Thats the history, and my sob story... Any thoughts, suggestions, pointers, other than pay closer attention ding-dong..... ?


----------



## CTValleyRR (Jul 26, 2014)

Sorry... no help from me, but our moderator, Gunrunnerjohn, is an MTH tech and runs MTH O gauge himself. He might have some ideas.


----------



## gunrunnerjohn (Nov 10, 2010)

Hard to say what happened, the runaway sounds like the tach reader and wiring or the op-amp on the power supply board (top board of the PS/2 3V board stack). The sound is somewhat if a mystery, that usually happens if the speaker leads get shorted to the frame, takes out the audio amp. Those are fun to replace, they're very small pitch SMT parts!

I suspect the way to start here is to get the board set tested and sort out any issues with that first. Next is to make SURE that there are NO GROUNDED OR CROSSED wires coming and going to the PS/2 board set. The electronics does not take kindly to any kind of chassis short, everything is isolated from the frame except the track power inputs on the 7-pin connector. Once the board set is proven good, if you still have the runaway, it's probably the tach sensor or it's wiring. Check the spacing and also the continuity of the wiring from the sensor all the way back to the 7-pin connector on the PS/2 board. The tach sensor connects to the first three pins, the track power uses the other four pins, sometimes only two of them are wired.


----------



## CO-Mike (Dec 12, 2020)

Well, I tested every connection again, and checked for any possible shorts, none found and no change in the system. Removed all of my modifications, no change, and have adjusted the tach sensor position numerous times without any change to the runaway engine syndrome. Is there a good way to test the tach sensor with a multimeter?

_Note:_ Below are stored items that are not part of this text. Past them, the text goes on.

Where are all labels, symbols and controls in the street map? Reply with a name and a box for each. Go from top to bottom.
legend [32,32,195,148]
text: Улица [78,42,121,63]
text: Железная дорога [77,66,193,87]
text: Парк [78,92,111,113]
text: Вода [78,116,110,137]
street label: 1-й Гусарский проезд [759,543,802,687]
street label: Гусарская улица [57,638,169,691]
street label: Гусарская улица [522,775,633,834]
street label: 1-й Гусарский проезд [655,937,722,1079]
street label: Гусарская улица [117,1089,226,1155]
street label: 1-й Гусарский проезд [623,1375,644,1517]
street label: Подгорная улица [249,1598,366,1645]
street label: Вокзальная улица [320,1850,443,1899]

I guess my next step is to test the boards with known working components? Build myself a testing station? (Any pointers?) I found the TPA2000D1PW, definitely looks like a good time to replace that.. and found an EE-SYS124 but might be an obsolete component, is this the best / recomended component if I have to replace the tach?


----------



## gunrunnerjohn (Nov 10, 2010)

Building"a test set for PS/2 will be a lot of work, I got mine the easy way from MTH when I went to the school, at the time they were $175. You also have to make complete cable sets to connect the boards. There's lots of manual labor and time involved. Unless you're getting into the service business, that's probably not very practical!

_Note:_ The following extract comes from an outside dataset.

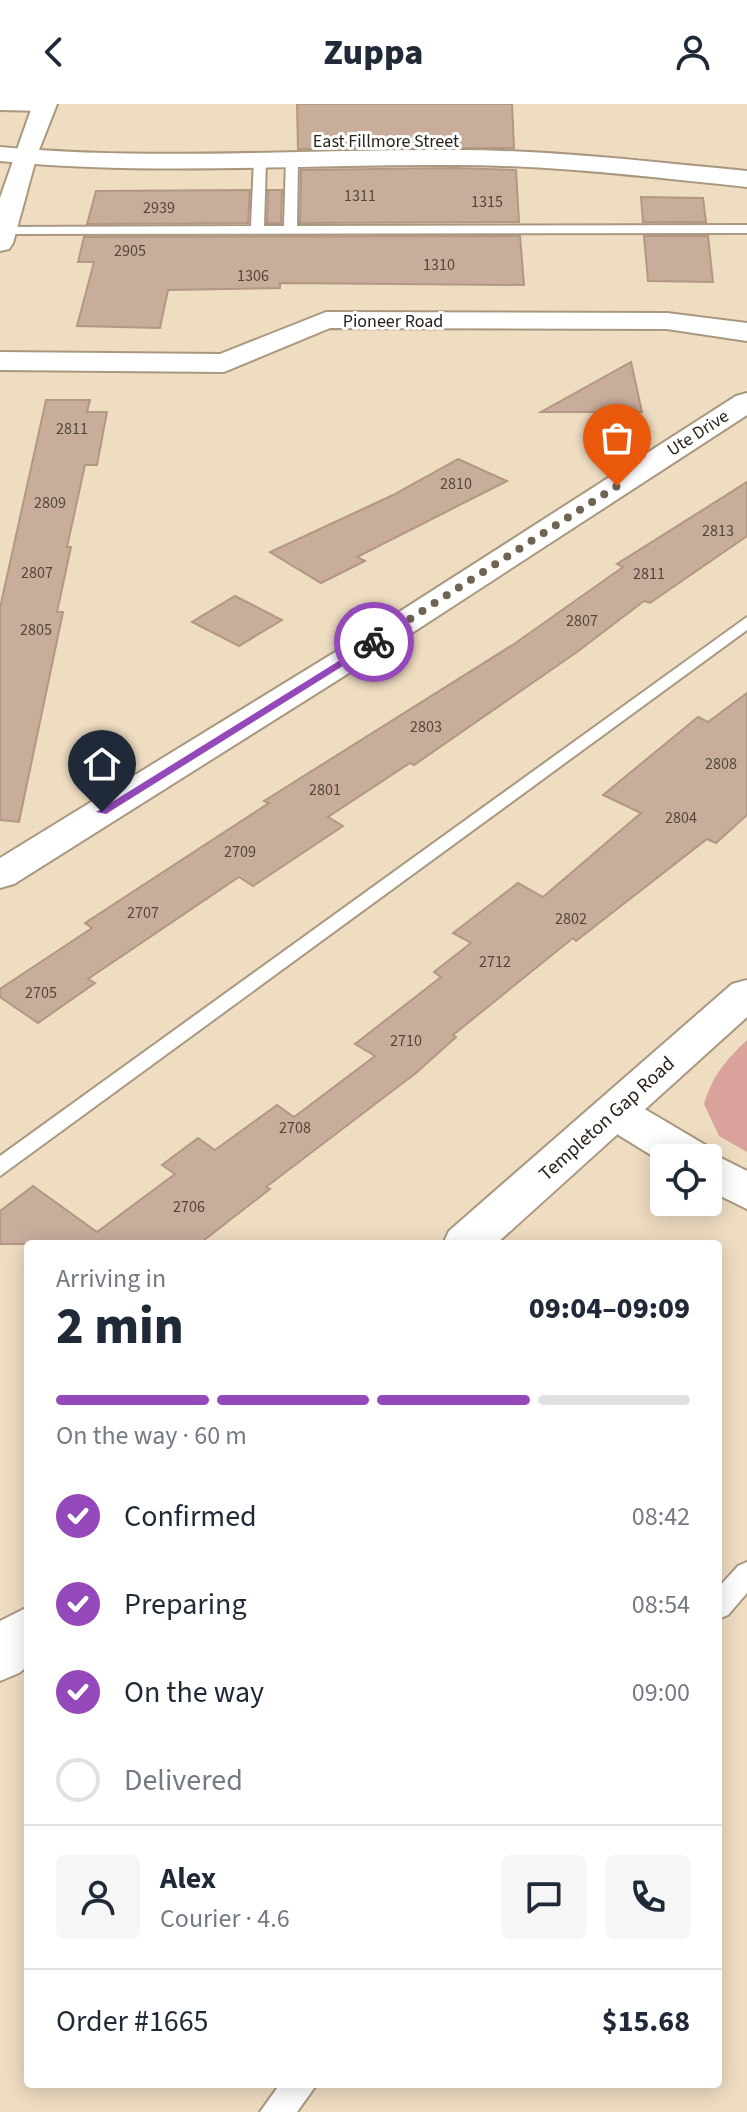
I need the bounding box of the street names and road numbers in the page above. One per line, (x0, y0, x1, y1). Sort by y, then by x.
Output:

One way to test the board is to drop it into a similar locomotive. No easy way to test tach sensors with a meter, you'd really have to power it and then check the sensor output. I normally just stick another one in. Of course, since I first put the board set on the test-set, I would already know if there was any board issues before I start chasing phantoms in the wiring/sensors.

The sensor on the tach board is an obsolete component, you will probably not find it available at most parts houses.


----------



## CO-Mike (Dec 12, 2020)

Thanks again John! Thats a bummer these sensors are obsolete, I'll keep searching around to see if anyone has them or something comperable I can use to fabricate a new tach sensor board. 

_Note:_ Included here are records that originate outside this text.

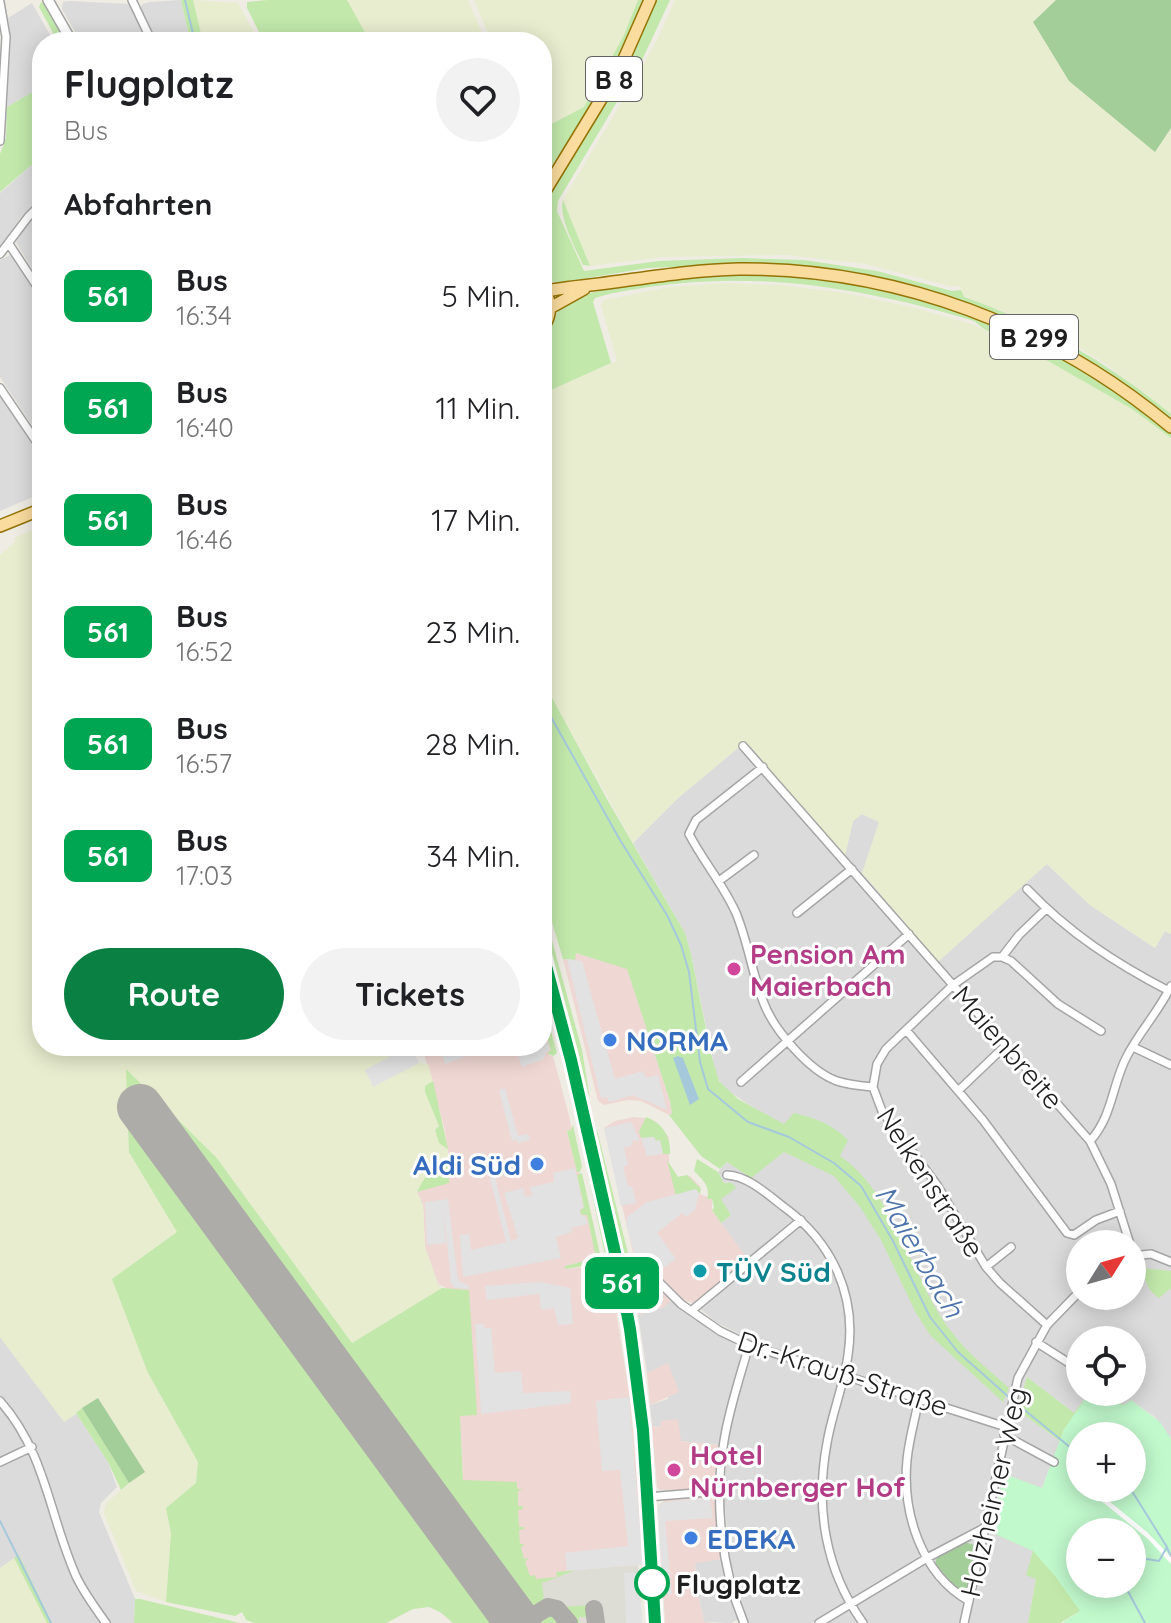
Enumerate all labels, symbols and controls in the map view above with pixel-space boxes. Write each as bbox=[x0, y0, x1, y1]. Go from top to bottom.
road number: B 8 bbox=[586, 57, 642, 101]
button: heart bbox=[436, 58, 520, 142]
text: Flugplatz bbox=[64, 60, 234, 108]
text: Bus bbox=[64, 114, 108, 147]
text: Abfahrten bbox=[64, 185, 212, 223]
text: Bus bbox=[176, 261, 228, 299]
text: 5 Min. bbox=[441, 277, 520, 315]
text: 561 bbox=[87, 278, 129, 313]
text: 16:34 bbox=[176, 299, 232, 332]
road number: B 299 bbox=[990, 315, 1078, 359]
text: Bus bbox=[176, 373, 228, 411]
text: 11 Min. bbox=[436, 389, 520, 427]
text: 561 bbox=[87, 390, 129, 425]
text: 16:40 bbox=[176, 411, 234, 444]
text: Bus bbox=[176, 485, 228, 523]
text: 17 Min. bbox=[431, 501, 520, 539]
text: 561 bbox=[87, 502, 129, 537]
text: 16:46 bbox=[176, 523, 232, 556]
text: Bus bbox=[176, 597, 228, 635]
text: 23 Min. bbox=[425, 613, 520, 651]
text: 561 bbox=[87, 614, 129, 649]
text: 16:52 bbox=[176, 635, 233, 668]
text: Bus bbox=[176, 709, 228, 747]
text: 28 Min. bbox=[425, 725, 520, 763]
text: 561 bbox=[87, 726, 129, 761]
text: 16:57 bbox=[176, 747, 232, 780]
text: Bus bbox=[176, 821, 228, 859]
text: 34 Min. bbox=[426, 837, 520, 875]
text: 561 bbox=[87, 838, 129, 873]
text: 17:03 bbox=[176, 859, 233, 892]
place label: Pension Am Maierbach bbox=[750, 936, 906, 1003]
button: Route bbox=[64, 948, 284, 1040]
button: Tickets bbox=[300, 948, 520, 1040]
marker: Pension Am Maierbach bbox=[725, 960, 743, 978]
street label: Maienbreite bbox=[945, 978, 1071, 1116]
place label: NORMA bbox=[626, 1023, 728, 1058]
marker: NORMA bbox=[601, 1031, 619, 1049]
street label: Nelkenstraße bbox=[870, 1100, 992, 1264]
place label: Aldi Süd bbox=[413, 1147, 521, 1182]
marker: Aldi Süd bbox=[528, 1155, 546, 1173]
water label: Maierbach bbox=[867, 1178, 974, 1325]
north arrow bbox=[1066, 1230, 1146, 1310]
map controls bbox=[1066, 1230, 1146, 1598]
place label: TÜV Süd bbox=[716, 1254, 831, 1289]
line badge: 561 bbox=[576, 1257, 668, 1309]
marker: TÜV Süd bbox=[691, 1262, 709, 1280]
text: 561 bbox=[601, 1265, 643, 1300]
street label: Dr.-Krauß-Straße bbox=[733, 1323, 953, 1423]
button: locate bbox=[1066, 1326, 1146, 1406]
street label: Holzheimer Weg bbox=[952, 1384, 1034, 1600]
button: + bbox=[1066, 1422, 1146, 1502]
place label: Hotel Nürnberger Hof bbox=[690, 1437, 906, 1504]
marker: Hotel Nürnberger Hof bbox=[665, 1461, 683, 1479]
button: − bbox=[1066, 1518, 1146, 1598]
place label: EDEKA bbox=[707, 1521, 795, 1556]
marker: EDEKA bbox=[682, 1529, 700, 1547]
marker: Flugplatz bbox=[635, 1566, 669, 1600]
place label: Flugplatz bbox=[676, 1566, 801, 1601]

I do like the thought of having a board to test engines, especially since I am messing around with them so much. Maybe if I get bored some day I can wire something up with harneses for PS2 and PS3 cables using any components that are interchangable. I suppose I'll leave that discussion for a different day, since I really don't know what all the spec differences are between components yet...


----------



## gunrunnerjohn (Nov 10, 2010)

CO-Mike said:


> Thanks again John! Thats a bummer these sensors are obsolete, I'll keep searching around to see if anyone has them or something comperable I can use to fabricate a new tach sensor board.


It would actually be pretty easy to substitute a different sensor and lay out a new board, that's my plan if I ever get to where I can't get sensor boards.


CO-Mike said:


> I do like the thought of having a board to test engines, especially since I am messing around with them so much. Maybe if I get bored some day I can wire something up with harneses for PS2 and PS3 cables using any components that are interchangable. I suppose I'll leave that discussion for a different day, since I really don't know what all the spec differences are between components yet...


Forget about trying to make a PS2 & PS3 combined tester, they're as different as night and day! Everything about the boards and interfaces is basically different! The one exception is the PS32 board that is used to replaced failed PS/2 boards and is also used in the PS/3 steam upgrade. That's a PS/3 board but it has a stacker board to convert it's interfaces to match PS/2 signals. I actually work on those using the PS/2 test-set. However, any native PS/3 board will require a real PS/3 test-set.

The PS/3 test set is a totally different animal and works for all scales, it comes with about 20 wiring harnesses of various kinds for the HO/S/O/Std Gauge boards. It has about 20 test connectors around the edge, tons of switches to set options, and a 40 page manual of operations!

In order to test many PS/3 boards, you also have to have a "golden" board set as stuff like PS/3 steam has two boards, one in the boiler and one in the tender. You need to be able to test one and have a known good board connected to the other side. That's where the "golden" boards come into play. I have well over $500 invested in this setup, and I only use it for O-gauge stuff, I have resisted working on HO.


----------



## CO-Mike (Dec 12, 2020)

Wow, that test board is pretty impressive. I suppose I have to think real hard about investing in something like that, considering it is for PS3 only (If it is even available anymore.) I, like you would only use it for O Gauge trains, and most likely only for personal use. Its not even the right shape to use as a hat rack in between uses... I'm sure it would come in handy though. Thanks for sharing the photo and the thoughts!


----------



## gunrunnerjohn (Nov 10, 2010)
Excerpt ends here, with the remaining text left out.